USGS Logo Geological Survey Water-Supply Paper 1475-O
Hydrologic and Geologic Reconnaissance of Pinto Basin Joshua Tree National Monument, Riverside County, California

PHYSIOGRAPHY AND GEOLOGY

GENERAL FEATURES

Pinto basin is a large alluvium-filled desert valley, about 15 miles long and 8 miles wide, bordered by the Pinto Mountains on the west and north, by the Coxcomb Mountains on the east, and by the Eagle Mountains on the south. In the central and major part of the valley floor is a large almost flat area, which is traversed by an eastward-draining sandy wash. The wash discharges through a gap between the Eagle and Coxcomb Mountains into Chuckwalla Valley to the south. This flat area is bordered on the south by the steep north face of the Eagle Mountains. To the west, north, and east, the flat area grades into the extensive alluvial fans and pediment cover that border the Pinto and Coxcomb Mountains.

The altitude of the central part of the flat valley area ranges from about 1,000 feet at the downstream (east) end to about 1,250 feet at the west end. Locally the alluvial fans and pediment cover extend to altitudes of about 1,800 feet. The altitudes of crests of the surrounding mountains are generally about 3,000 feet, and a few peaks in the Coxcomb Mountains (outside the area shown on pl. 28) are more than 4,000 feet in altitude.

Pinto basin is a structural depression formed by downfaulting along the north side of the Eagle Mountains and along the west side of the Coxcomb Mountains. The faulting along the north side of the Eagle Mountains is pronounced and is indicated by a steep eastward-trending scarp.
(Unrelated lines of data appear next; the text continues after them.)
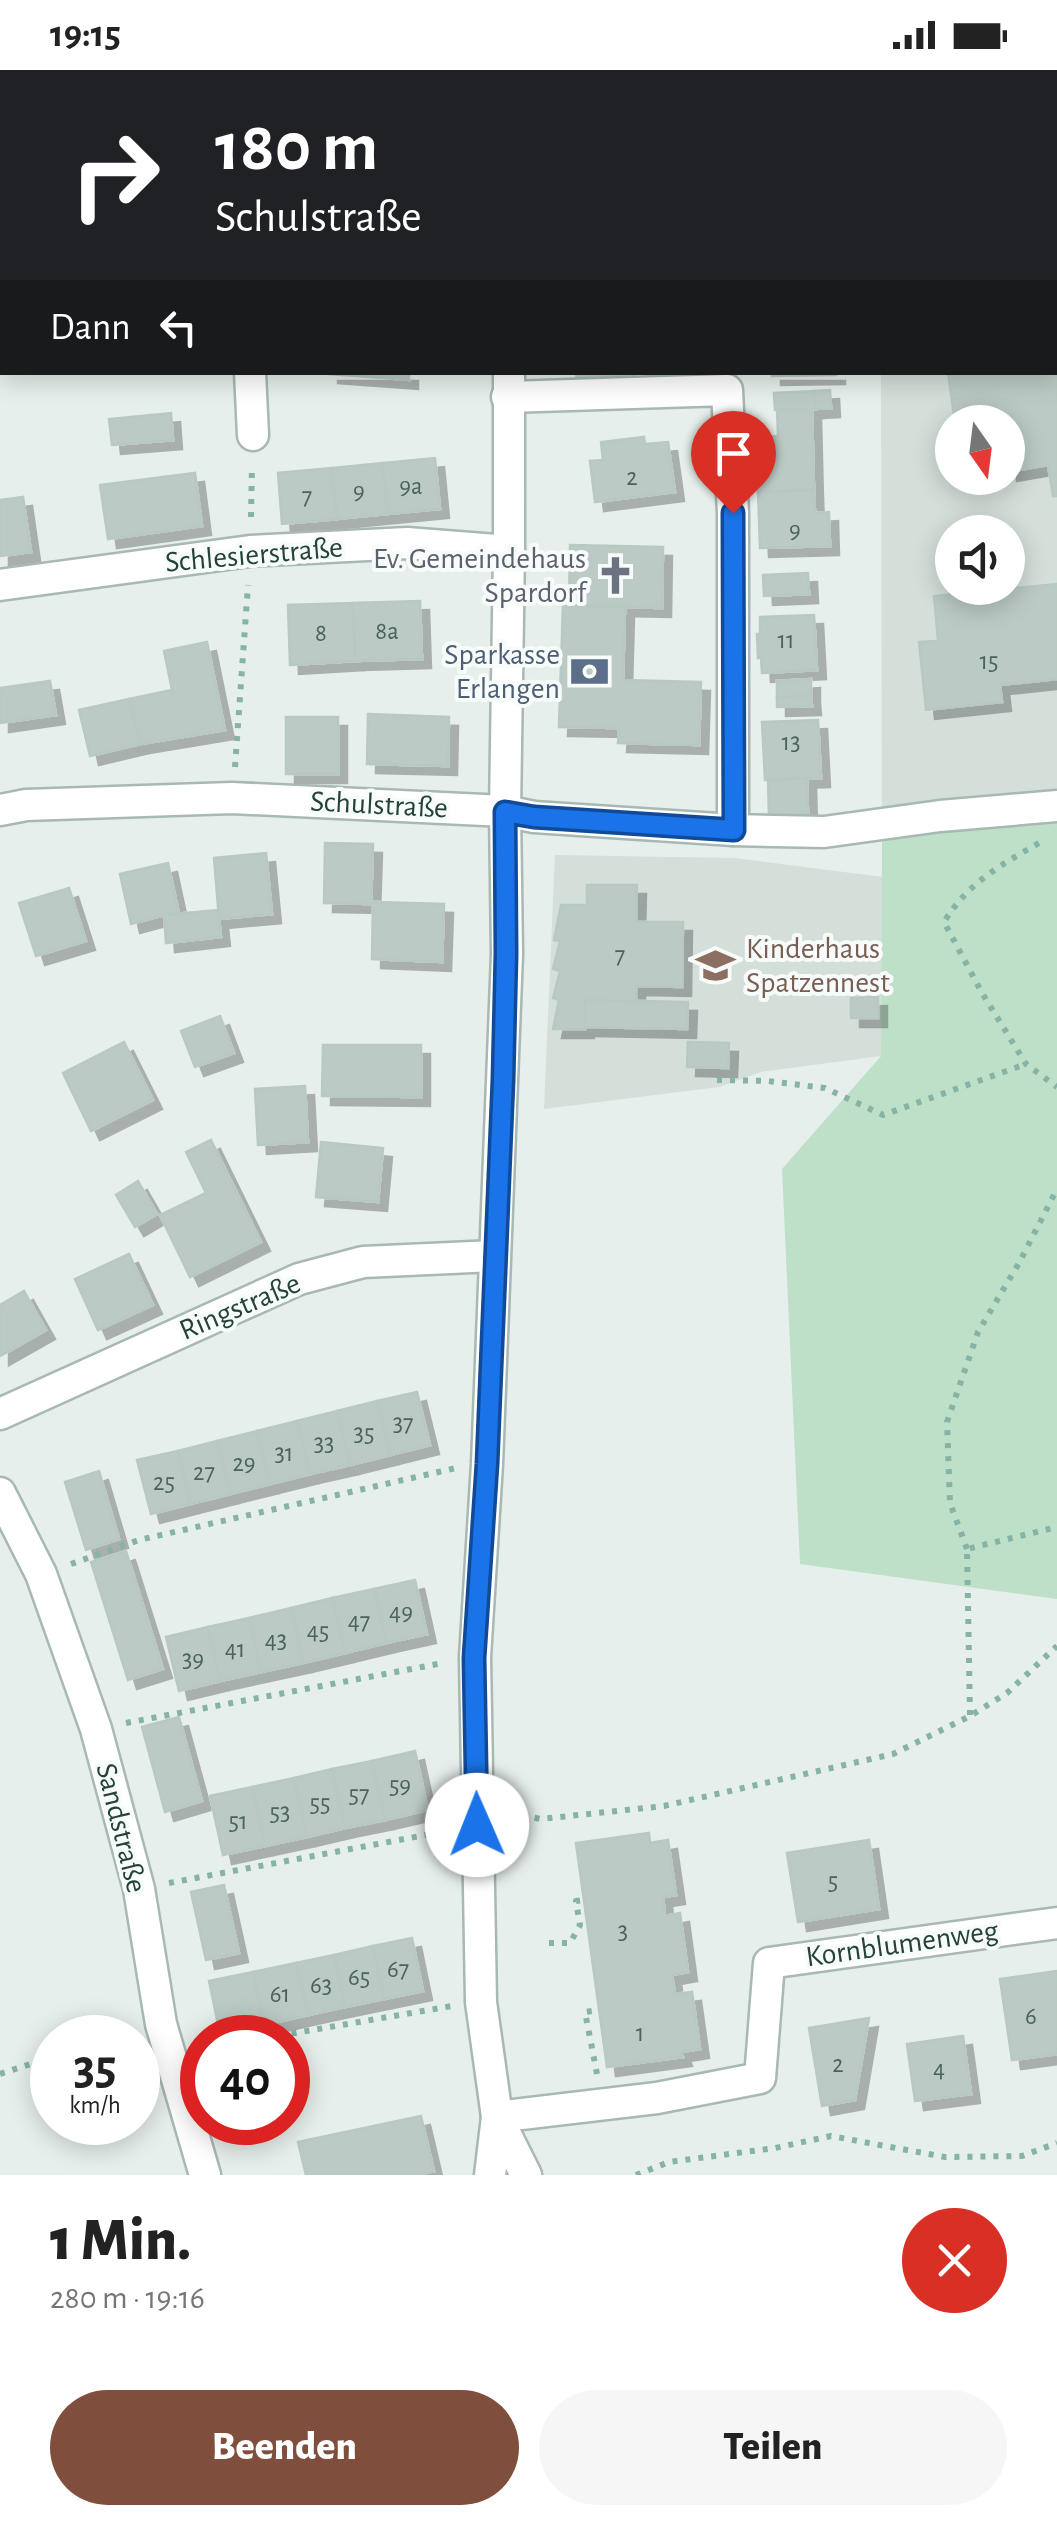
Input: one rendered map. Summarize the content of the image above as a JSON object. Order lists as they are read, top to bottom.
{
  "streets": {
    "street": [
      "Schlesierstraße",
      "Schulstraße",
      "Ringstraße",
      "Sandstraße",
      "Kornblumenweg"
    ]
  },
  "places": {
    "church": ["Ev. Gemeindehaus Spardorf"],
    "bank": ["Sparkasse Erlangen"],
    "school or university": ["Kinderhaus Spatzennest"]
  },
  "house_numbers": [
    "2",
    "9a",
    "9",
    "7",
    "9",
    "8a",
    "8",
    "11",
    "15",
    "13",
    "7",
    "37",
    "35",
    "33",
    "31",
    "29",
    "27",
    "25",
    "49",
    "47",
    "45",
    "43",
    "41",
    "39",
    "59",
    "57",
    "55",
    "53",
    "51",
    "5",
    "3",
    "67",
    "65",
    "63",
    "61",
    "6",
    "1",
    "2",
    "4"
  ],
  "north": "bottom",
  "page": {
    "status": "19:15",
    "turn": ["180 m", "Schulstraße"],
    "then": "Dann",
    "speed": "35 km/h",
    "limit": "40",
    "heading": ["1 Min.", "280 m · 19:16"],
    "buttons": ["Beenden", "Teilen"]
  }
}
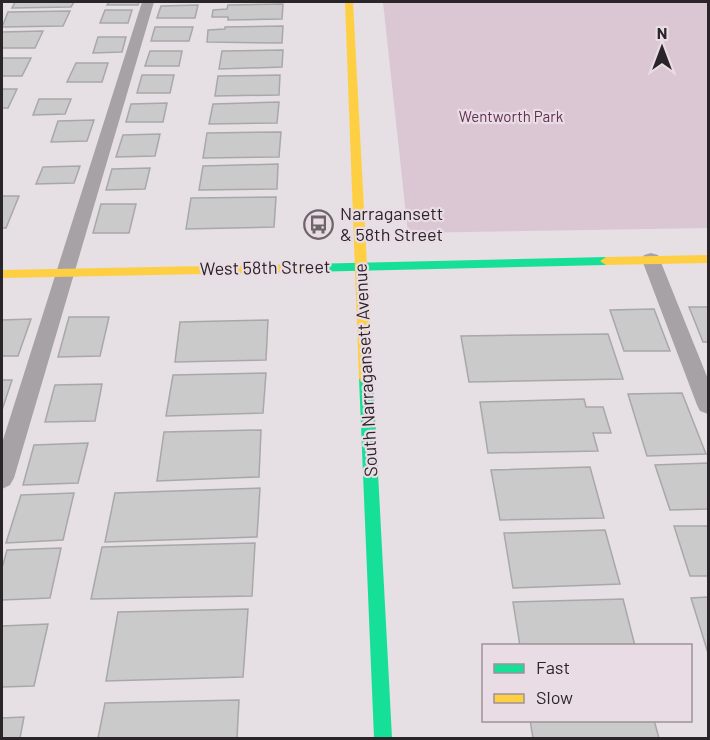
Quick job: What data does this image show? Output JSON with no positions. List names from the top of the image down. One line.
{"streets":{"street":["West 58th Street","South Narragansett Avenue"]},"crossings":[["West 58th Street","South Narragansett Avenue"]],"parks":["Wentworth Park"],"places":{"bus stop":["Narragansett & 58th Street"]},"legend":["Fast","Slow"],"north":"top"}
The brecciated fault zone may be observed in the vicinity of the Mystery mine where basalt has been extruded to the surface along the fault zone. The eastern extension of this major fault is concealed beneath the alluvial deposits of the Pinto formation of Scharf (1935), that are deformed into an anticlinal fold where they overlie the extension of the fault. Movement of the fault during the Pleistocene probably caused this folding. The extension of the fault probably lies between wells 1 and 2, as indicated by the discontinuity of water levels between the wells.

Other hydrologic evidence, discussed in the section on ground water, also indicates that these wells are not in direct hydraulic continuity. Water levels for wells are shown in tables 3 and 4.
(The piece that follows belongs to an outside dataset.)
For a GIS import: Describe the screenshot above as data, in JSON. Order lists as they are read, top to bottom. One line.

The major fault along the west side of the Coxcomb Mountains is concealed beneath the alluvial fans that extend into the valley, and the exact position of the fault trace is not known. Faulting along the northeast side of hill 1430 at the outlet of Pinto basin does not constitute a major structure, but its presence adds complexity to the area through which ground water discharges from Pinto basin by subsurface outflow to Chuckwalla Valley.

GEOLOGIC UNITS

In this report the geologic units of Pinto basin are divided into unconsolidated deposits and consolidated rocks. The reconnaissance geologic map (pl. 28) shows the areal distribution of these two groups. The map was prepared primarily to aid the estimating of the ground water storage capacity of the basin.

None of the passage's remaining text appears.